Outpatient treatment means that you stay home while completing your treatment. Inpatient treatment means you stay in a rehab center while recovering from your addiction. Many addicts try outpatient treatment first. Here are four signs you may need inpatient treatment instead:

  • You can’t quit using it. If you can’t stay sober no matter how hard you try, you need inpatient treatment. It’s more comfortable to stay at home and continue going to work or school. However, addiction is often steeped in the habit. When you are in your familiar routine, habits are hard to break. To make that final break, you may need inpatient treatment.
  • Continual treatment with no improvement. If you have tried outpatient treatment many times without success, it’s time to seek inpatient treatment. Many addicts have reported that they could not entirely beat their addiction until they entered inpatient treatment. It is a more intense treatment and provides a way out for addicts who just can’t quit using.
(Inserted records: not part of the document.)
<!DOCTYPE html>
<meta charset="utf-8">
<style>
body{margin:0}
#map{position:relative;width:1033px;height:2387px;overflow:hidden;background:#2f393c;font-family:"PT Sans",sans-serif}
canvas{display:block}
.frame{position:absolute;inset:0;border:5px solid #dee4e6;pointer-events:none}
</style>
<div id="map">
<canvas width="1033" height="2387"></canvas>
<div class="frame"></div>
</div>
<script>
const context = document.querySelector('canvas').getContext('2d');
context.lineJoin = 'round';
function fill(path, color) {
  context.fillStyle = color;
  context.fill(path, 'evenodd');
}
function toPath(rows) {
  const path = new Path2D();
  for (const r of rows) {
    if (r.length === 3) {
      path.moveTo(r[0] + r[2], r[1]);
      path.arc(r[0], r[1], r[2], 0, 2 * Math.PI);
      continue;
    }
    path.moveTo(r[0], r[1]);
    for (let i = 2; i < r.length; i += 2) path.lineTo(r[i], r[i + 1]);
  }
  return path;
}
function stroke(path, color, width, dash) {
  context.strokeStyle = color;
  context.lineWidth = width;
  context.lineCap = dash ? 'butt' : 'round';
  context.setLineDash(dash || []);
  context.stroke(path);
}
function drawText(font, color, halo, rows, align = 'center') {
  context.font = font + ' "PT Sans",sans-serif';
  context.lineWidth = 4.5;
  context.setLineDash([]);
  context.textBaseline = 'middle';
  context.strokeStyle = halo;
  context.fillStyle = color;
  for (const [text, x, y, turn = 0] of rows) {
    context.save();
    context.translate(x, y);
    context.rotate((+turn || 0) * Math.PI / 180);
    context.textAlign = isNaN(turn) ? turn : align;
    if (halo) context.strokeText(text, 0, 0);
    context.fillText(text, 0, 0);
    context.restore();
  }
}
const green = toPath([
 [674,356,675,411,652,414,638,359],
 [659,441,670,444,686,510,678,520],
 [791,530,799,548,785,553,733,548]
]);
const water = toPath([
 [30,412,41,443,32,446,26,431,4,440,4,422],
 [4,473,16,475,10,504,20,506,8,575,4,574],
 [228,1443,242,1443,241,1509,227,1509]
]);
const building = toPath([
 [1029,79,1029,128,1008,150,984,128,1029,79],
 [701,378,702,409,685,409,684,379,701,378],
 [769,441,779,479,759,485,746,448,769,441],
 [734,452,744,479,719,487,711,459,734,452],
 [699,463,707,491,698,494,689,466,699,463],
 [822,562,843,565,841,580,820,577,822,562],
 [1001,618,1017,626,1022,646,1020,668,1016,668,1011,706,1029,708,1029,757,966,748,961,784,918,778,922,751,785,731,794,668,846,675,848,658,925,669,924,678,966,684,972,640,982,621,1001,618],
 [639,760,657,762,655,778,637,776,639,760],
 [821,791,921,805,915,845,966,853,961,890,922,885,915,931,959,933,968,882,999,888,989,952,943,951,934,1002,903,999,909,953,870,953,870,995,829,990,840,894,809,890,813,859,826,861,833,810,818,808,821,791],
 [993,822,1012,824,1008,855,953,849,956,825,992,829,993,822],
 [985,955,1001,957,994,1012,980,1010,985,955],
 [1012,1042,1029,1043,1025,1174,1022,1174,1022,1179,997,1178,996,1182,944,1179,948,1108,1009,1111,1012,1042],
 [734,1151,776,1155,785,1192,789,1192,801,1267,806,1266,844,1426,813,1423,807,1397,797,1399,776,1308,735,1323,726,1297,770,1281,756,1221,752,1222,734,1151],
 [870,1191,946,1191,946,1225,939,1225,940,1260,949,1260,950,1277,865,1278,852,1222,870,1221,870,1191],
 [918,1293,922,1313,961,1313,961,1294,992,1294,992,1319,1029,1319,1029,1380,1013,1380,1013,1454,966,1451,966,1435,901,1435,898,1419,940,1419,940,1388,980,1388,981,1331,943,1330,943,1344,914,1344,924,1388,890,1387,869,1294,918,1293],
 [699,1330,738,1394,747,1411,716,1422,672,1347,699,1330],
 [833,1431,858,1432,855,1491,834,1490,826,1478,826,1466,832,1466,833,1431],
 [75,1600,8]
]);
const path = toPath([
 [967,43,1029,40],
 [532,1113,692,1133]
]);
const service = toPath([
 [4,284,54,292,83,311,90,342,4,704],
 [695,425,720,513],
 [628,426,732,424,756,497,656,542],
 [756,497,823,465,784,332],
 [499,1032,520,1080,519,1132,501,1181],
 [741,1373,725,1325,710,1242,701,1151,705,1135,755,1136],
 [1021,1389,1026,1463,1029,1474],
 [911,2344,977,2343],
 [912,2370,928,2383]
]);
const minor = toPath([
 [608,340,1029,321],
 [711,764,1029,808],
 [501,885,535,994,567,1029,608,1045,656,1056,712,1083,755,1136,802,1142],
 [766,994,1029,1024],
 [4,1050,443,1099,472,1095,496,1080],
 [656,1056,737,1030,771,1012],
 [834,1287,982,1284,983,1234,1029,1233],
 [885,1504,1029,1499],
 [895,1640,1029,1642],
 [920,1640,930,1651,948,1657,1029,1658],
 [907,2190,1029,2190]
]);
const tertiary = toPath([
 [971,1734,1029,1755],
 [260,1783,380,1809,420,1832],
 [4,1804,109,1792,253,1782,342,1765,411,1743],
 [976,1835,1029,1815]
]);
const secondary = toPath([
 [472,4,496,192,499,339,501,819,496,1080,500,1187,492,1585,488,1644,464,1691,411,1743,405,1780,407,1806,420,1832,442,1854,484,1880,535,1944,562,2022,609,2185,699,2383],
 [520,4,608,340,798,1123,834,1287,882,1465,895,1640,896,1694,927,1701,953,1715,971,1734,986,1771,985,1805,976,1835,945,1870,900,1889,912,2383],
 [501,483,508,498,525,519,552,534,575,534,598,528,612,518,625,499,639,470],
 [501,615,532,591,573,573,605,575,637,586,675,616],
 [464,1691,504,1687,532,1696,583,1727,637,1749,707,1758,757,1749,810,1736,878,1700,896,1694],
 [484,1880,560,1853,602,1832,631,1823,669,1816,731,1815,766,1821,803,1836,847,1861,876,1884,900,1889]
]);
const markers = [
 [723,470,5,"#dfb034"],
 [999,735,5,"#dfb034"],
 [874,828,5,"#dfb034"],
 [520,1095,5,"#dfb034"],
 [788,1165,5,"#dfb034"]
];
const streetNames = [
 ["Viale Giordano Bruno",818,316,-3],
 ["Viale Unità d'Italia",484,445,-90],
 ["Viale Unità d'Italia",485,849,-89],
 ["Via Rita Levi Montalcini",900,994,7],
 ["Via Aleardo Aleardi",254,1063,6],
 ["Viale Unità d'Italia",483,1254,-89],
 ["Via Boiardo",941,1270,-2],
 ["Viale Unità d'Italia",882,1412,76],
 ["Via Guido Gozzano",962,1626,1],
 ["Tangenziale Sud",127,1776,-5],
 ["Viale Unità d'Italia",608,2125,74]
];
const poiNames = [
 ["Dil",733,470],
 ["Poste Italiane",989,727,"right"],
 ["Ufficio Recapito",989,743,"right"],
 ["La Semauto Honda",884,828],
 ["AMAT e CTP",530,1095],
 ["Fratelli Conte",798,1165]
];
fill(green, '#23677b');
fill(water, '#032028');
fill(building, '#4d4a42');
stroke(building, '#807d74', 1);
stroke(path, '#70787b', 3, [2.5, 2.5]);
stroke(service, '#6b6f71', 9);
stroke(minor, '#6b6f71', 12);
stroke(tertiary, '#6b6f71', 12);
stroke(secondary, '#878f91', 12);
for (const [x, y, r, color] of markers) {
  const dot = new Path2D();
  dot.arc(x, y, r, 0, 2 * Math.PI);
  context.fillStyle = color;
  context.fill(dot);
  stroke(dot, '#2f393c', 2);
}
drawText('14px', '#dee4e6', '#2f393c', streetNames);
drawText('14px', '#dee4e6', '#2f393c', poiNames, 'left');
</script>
  • You have a mental illness. An addiction can cause mental illness, but mental illness can also cause addiction. Depression, anxiety, and other behavioral health illnesses are familiar with addiction. When an addict also has a mental illness, it is referred to as a dual diagnosis. To effectively treat both the addiction and the mental illness, you need the great help offered by an inpatient program.
  • Your home environment is not supportive. Without proper support at home, outpatient treatment has little chance of working. The people you live with have to be okay with ridding the house of any temptations. If you go home from your AA meeting to a house filled with people drinking, the chance of giving in and drinking with them is high. In these situations, inpatient treatment is a must.